Say what you will, I also like the old Carvin D26 seven string neck pick-up. I bought several when they were popular to change out to BK's etc... - [p.s. - I'll still buy them lol. D26, not the C26. ]


----------



## Pooty Skills (Jul 31, 2017)

I'll throw another vote in for the DiMarzio Evolution. Sounds great with the lower range notes, high and low gain, and cleans up pretty well to boot. They are pretty hot, even compared to some other higher output pickups I've used, helps to cut through dense mixes where other pickups might get lost, so they can be a little hard to tame sometimes, but I like that about them. 

I've also used the BKP Abraxas and Juggernaut, currently in my Skervesen. I found the Jugg to sound a little harsh, but can be corrected with some careful EQ-ing, but the Abraxas is a thing of beauty. On the warmer side, but retains clarity when the gain goes up, would highly recommend.

*EDIT: *Forgot the other part of OP's question. I play mostly rock, blues and jazz in bands, metal in my free time. If you're into mostly metal, I'd say stick to the Evolutions, they have slightly more balls. The Abraxas are more versatile across the board


----------



## BangandBreach (Jul 31, 2017)

BubbleWrap said:


> Says the guy using POD farm...


And? Elaborate to everyone how much better you are than people who use Podfarm.


----------



## mnemonic (Aug 1, 2017)

^to be fair, podfarm is pretty old tech at this point and the modeling is not that great. I used it for years so I have plenty of experience with it. Every once in a while I'll fire it up because I'll get nostalgia for that super digital vildhjarta / tesseract / big bottom tone. If that's what you want, it's good at it, but almost all the tones are real flat and heavily compressed, and it's a constant battle against fizz and mud. 

I don't have anything against people that use podfarm or any other modeler, but if you think your guitars all mostly sound the same, then podfarm is the weak spot in your signal chain, and likely the reason for this opinion. 

To answer OP's question, I recently got a Bareknuckle Black Dog for my RG8 and it's incredibly chunky and tight and clear sounding. I didn't think an Alnico pickup could sound so good in F. The clarity is killer.


----------



## BubbleWrap (Aug 1, 2017)

BangandBreach said:


> And? Elaborate to everyone how much better you are than people who use Podfarm.



It wasn't a personal attack, just pointing out the disparity between your statements regarding quality pedals/signal chain, your signal chain, and your results. 

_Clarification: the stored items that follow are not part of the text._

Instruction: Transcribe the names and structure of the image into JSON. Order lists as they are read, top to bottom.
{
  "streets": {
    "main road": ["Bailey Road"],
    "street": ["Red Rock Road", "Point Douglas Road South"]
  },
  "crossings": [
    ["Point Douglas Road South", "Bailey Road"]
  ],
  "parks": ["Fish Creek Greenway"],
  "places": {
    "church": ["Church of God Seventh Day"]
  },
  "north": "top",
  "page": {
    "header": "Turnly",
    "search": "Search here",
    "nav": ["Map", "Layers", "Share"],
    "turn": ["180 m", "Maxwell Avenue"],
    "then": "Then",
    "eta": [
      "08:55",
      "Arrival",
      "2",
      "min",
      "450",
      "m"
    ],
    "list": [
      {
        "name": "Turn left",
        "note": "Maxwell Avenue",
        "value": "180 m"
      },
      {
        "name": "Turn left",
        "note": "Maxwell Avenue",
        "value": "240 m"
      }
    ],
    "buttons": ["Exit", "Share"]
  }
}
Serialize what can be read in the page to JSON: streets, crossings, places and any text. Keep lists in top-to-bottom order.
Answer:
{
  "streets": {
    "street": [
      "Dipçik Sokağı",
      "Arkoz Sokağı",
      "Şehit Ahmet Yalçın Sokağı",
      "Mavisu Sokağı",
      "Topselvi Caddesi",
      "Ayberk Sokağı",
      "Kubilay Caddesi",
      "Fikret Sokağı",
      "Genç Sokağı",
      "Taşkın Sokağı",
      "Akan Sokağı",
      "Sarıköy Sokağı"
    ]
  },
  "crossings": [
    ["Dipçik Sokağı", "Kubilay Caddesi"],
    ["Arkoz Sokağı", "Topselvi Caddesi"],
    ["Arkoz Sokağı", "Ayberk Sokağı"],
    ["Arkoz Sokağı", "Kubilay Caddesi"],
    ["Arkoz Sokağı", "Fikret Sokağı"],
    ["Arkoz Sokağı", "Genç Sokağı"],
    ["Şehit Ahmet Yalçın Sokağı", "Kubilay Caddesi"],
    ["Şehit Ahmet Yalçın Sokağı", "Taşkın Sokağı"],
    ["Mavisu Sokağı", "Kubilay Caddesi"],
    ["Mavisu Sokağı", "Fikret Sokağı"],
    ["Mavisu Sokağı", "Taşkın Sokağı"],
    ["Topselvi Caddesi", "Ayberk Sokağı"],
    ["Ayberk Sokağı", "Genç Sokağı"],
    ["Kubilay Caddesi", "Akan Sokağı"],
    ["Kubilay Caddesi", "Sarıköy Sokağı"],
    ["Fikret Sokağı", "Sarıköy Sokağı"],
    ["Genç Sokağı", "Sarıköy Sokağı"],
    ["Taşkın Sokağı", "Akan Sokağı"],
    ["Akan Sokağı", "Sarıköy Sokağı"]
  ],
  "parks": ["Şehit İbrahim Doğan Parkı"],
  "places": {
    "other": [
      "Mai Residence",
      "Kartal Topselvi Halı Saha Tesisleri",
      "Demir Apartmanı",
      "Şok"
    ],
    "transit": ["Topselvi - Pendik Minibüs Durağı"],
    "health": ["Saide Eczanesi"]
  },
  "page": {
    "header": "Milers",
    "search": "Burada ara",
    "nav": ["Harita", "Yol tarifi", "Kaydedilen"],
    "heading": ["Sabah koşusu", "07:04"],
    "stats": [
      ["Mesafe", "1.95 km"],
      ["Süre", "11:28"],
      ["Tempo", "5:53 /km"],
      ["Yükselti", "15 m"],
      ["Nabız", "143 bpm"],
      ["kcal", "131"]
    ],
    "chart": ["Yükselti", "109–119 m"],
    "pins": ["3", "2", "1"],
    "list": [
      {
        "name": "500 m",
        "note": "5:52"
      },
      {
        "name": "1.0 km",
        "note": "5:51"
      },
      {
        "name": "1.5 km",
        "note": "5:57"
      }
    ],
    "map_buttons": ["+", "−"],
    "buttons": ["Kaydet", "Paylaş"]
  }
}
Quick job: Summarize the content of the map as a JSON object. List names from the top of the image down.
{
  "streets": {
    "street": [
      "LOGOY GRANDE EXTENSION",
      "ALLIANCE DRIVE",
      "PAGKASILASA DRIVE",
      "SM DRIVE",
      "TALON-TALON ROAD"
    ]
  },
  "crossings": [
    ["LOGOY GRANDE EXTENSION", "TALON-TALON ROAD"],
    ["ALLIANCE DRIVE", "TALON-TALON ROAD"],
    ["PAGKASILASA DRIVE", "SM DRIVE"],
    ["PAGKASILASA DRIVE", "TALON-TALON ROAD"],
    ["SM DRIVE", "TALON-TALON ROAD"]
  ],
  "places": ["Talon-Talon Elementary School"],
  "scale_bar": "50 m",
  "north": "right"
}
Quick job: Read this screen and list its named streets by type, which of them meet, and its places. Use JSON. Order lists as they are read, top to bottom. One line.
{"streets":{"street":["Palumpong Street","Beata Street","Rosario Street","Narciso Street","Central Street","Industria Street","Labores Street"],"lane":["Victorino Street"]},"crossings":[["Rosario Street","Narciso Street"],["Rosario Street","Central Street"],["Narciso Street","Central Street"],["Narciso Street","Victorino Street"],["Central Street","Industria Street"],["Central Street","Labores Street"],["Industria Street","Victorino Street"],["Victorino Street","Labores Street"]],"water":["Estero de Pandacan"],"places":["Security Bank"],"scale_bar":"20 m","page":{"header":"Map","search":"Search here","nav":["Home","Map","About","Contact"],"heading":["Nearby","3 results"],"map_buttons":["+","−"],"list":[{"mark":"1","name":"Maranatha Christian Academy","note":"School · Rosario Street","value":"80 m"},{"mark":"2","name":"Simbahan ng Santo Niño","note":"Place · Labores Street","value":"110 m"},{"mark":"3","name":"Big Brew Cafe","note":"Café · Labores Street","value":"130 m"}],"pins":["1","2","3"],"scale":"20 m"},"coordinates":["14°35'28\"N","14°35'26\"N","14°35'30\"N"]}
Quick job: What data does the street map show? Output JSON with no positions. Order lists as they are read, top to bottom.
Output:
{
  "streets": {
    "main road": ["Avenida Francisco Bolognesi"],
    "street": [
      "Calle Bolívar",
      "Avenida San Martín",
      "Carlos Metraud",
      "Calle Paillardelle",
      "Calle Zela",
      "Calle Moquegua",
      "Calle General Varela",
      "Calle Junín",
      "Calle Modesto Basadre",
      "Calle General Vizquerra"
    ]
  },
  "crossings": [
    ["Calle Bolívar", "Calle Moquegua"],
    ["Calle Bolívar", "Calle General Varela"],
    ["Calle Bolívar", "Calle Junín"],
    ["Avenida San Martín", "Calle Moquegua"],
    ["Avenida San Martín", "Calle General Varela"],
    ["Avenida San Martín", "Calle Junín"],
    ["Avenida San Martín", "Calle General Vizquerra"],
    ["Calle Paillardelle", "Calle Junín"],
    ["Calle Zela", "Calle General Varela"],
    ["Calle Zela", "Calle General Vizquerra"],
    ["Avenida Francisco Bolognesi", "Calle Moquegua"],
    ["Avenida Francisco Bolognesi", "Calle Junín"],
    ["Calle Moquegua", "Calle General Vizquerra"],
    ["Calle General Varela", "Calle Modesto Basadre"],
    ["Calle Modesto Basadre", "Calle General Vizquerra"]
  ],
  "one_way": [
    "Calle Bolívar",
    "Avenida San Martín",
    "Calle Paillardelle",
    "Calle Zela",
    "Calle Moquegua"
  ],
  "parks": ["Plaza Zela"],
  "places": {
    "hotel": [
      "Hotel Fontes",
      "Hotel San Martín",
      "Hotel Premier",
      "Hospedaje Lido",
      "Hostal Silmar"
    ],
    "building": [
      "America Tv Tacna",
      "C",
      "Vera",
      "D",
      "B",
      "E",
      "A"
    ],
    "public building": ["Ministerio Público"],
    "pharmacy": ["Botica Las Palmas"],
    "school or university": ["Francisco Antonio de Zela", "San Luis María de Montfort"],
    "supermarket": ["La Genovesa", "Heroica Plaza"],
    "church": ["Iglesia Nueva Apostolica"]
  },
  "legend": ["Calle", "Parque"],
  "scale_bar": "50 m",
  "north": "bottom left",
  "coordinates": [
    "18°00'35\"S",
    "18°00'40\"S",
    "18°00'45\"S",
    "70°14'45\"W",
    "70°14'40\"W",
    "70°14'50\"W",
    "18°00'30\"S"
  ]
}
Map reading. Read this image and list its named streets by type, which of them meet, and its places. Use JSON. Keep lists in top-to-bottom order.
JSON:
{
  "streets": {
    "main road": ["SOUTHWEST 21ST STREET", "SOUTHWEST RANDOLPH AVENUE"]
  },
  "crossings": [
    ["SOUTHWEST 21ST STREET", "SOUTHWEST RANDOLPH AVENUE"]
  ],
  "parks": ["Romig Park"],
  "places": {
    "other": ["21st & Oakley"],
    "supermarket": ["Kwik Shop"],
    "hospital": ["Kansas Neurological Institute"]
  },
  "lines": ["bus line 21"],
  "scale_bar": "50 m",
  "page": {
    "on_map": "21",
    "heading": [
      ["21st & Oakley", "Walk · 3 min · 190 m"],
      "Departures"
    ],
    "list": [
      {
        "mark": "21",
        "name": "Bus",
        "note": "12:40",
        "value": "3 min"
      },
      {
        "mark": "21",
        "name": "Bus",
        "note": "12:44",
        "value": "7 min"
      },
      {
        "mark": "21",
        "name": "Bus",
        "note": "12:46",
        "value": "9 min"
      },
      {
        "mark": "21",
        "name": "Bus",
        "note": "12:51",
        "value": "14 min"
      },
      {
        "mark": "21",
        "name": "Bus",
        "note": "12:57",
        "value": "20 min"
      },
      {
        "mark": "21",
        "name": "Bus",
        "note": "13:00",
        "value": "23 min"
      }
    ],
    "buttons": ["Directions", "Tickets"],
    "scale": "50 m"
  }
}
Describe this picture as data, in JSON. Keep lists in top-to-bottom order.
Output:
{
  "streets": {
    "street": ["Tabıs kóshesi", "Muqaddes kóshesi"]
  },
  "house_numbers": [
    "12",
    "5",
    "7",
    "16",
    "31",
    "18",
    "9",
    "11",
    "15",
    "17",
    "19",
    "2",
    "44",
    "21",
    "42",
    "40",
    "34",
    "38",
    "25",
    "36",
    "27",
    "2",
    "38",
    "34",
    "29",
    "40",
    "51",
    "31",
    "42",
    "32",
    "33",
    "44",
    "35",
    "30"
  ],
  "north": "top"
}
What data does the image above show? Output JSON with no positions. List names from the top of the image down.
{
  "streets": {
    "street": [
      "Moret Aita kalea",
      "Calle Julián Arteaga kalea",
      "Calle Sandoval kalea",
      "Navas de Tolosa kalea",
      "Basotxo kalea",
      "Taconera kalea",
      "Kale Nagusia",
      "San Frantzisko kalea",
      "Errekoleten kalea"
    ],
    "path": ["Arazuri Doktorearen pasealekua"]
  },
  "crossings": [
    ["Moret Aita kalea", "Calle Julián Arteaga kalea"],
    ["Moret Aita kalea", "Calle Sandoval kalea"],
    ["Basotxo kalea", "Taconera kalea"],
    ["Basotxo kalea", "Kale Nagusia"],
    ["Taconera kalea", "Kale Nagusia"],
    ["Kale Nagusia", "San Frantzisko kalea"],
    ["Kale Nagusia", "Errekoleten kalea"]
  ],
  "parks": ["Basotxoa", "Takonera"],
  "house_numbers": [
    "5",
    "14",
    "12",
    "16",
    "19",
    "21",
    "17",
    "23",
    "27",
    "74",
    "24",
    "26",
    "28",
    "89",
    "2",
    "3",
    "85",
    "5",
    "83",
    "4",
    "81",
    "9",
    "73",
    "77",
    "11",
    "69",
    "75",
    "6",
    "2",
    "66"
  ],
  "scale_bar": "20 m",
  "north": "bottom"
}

OP, I really respect KnightBrolaire's opinion. He's done a lot of research and testing lately. His recommendations for the alpha/omega and Elysian moderns are really solid. I dig my alnico 8 Pegasus/A5 sentient set, but am left wanting somewhat when I crank the gain. The distortion/jazz combo is still really hard to beat. I'm also very interested in the Minuteman set by Guitarmory. Check those out.


----------



## BangandBreach (Aug 2, 2017)

BubbleWrap said:


> It wasn't a personal attack, just pointing out the disparity between your statements regarding quality pedals/signal chain, your signal chain, and your results.
> 
> OP, I really respect KnightBrolaire's opinion. He's done a lot of research and testing lately. His recommendations for the alpha/omega and Elysian moderns are really solid. I dig my alnico 8 Pegasus/A5 sentient set, but am left wanting somewhat when I crank the gain. The distortion/jazz combo is still really hard to beat. I'm also very interested in the Minuteman set by Guitarmory. Check those out.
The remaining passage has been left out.